== Requirement ==
Give the records back exactly as written, but without the images.
START Record excerpts
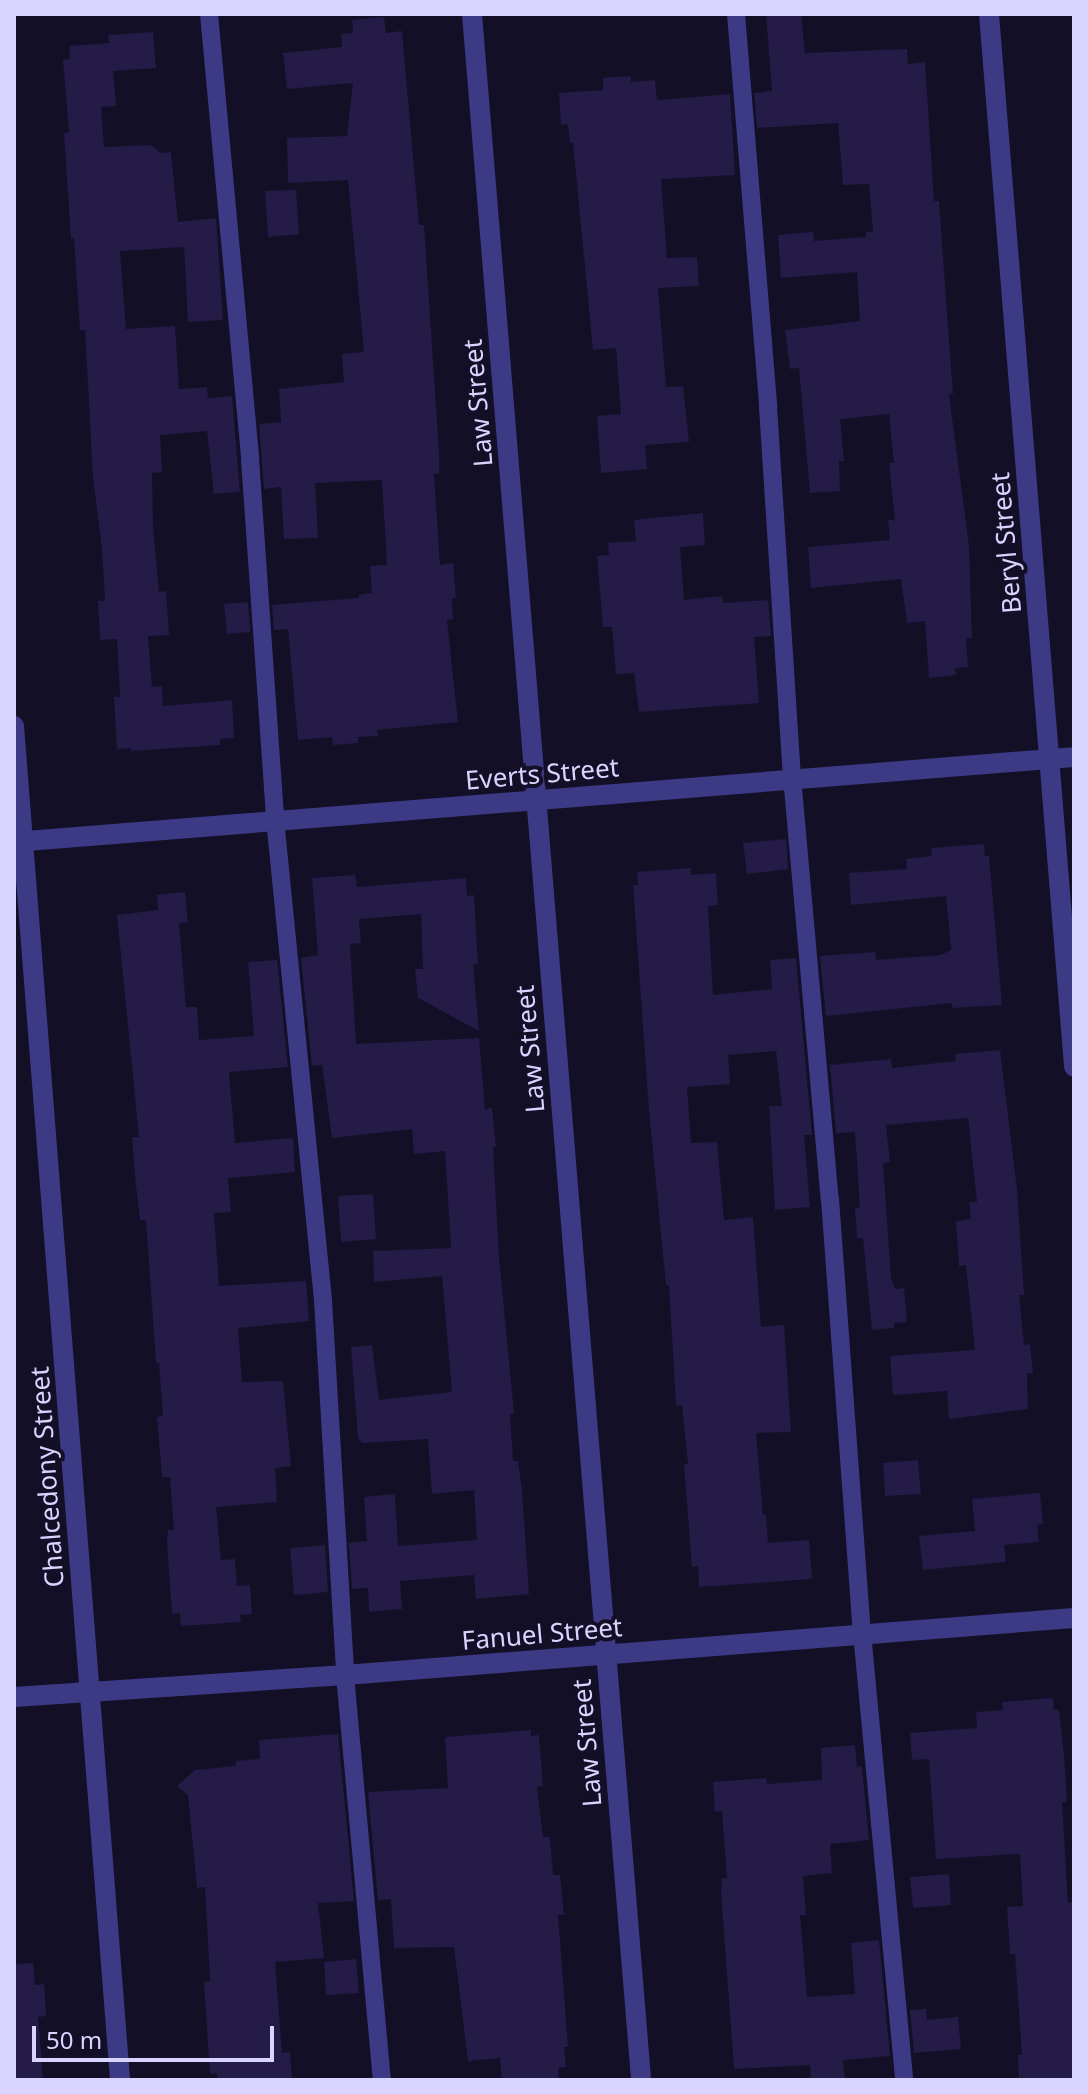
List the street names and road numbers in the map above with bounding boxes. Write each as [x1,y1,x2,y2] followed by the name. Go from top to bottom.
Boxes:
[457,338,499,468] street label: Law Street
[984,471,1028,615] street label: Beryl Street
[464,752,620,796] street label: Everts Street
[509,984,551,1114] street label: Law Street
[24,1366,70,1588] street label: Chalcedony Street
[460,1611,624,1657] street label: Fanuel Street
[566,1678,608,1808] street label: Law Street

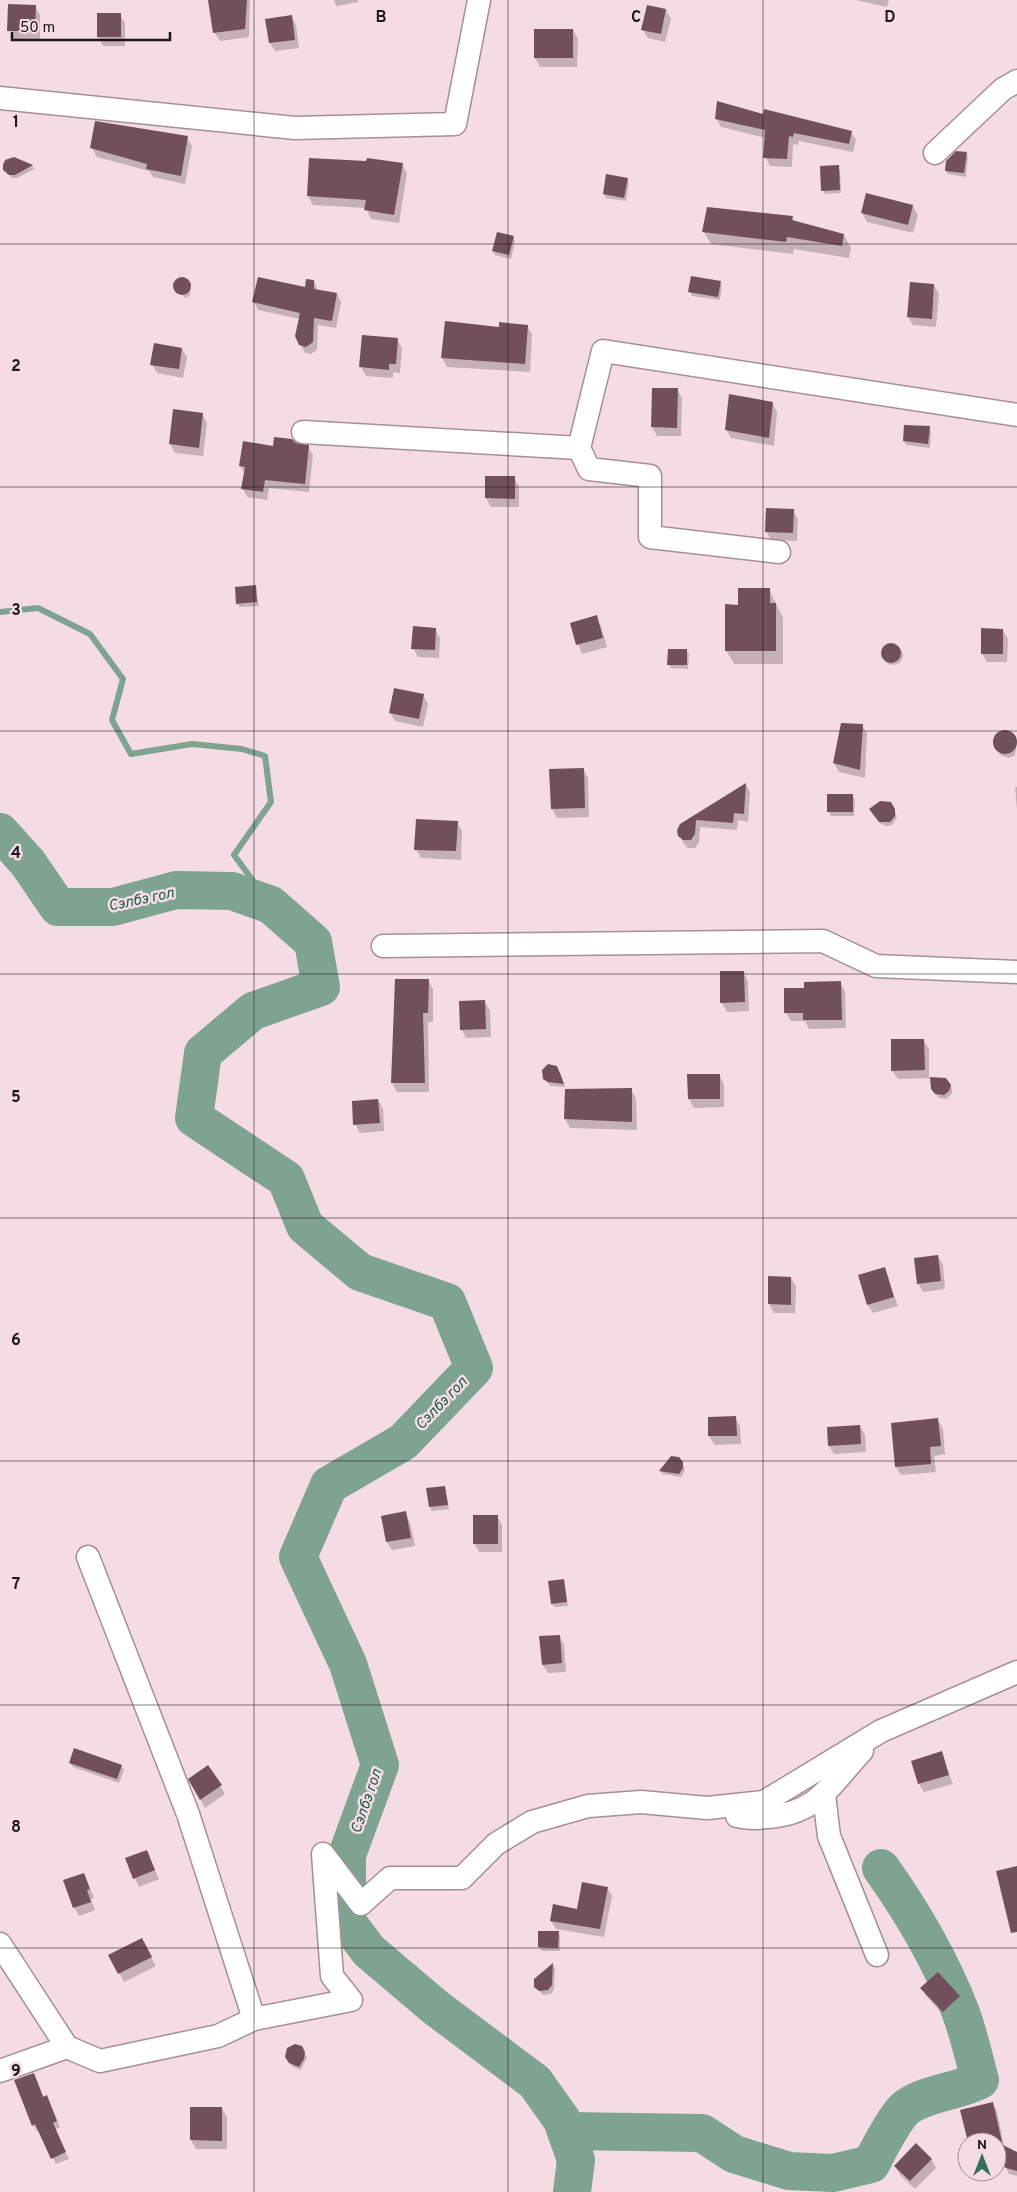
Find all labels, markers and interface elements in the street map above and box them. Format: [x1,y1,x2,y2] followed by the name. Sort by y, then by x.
END Record excerpts
== Answer to this problem ==
List the street names and road numbers in the map above with bounding boxes. Write each as [x1,y1,x2,y2] followed by the name. Go from top to bottom.
Boxes:
[457,338,499,468] street label: Law Street
[984,471,1028,615] street label: Beryl Street
[464,752,620,796] street label: Everts Street
[509,984,551,1114] street label: Law Street
[24,1366,70,1588] street label: Chalcedony Street
[460,1611,624,1657] street label: Fanuel Street
[566,1678,608,1808] street label: Law Street

Find all labels, markers and interface elements in the street map above and box them. Format: [x1,y1,x2,y2] followed by the name. Sort by y, then by x.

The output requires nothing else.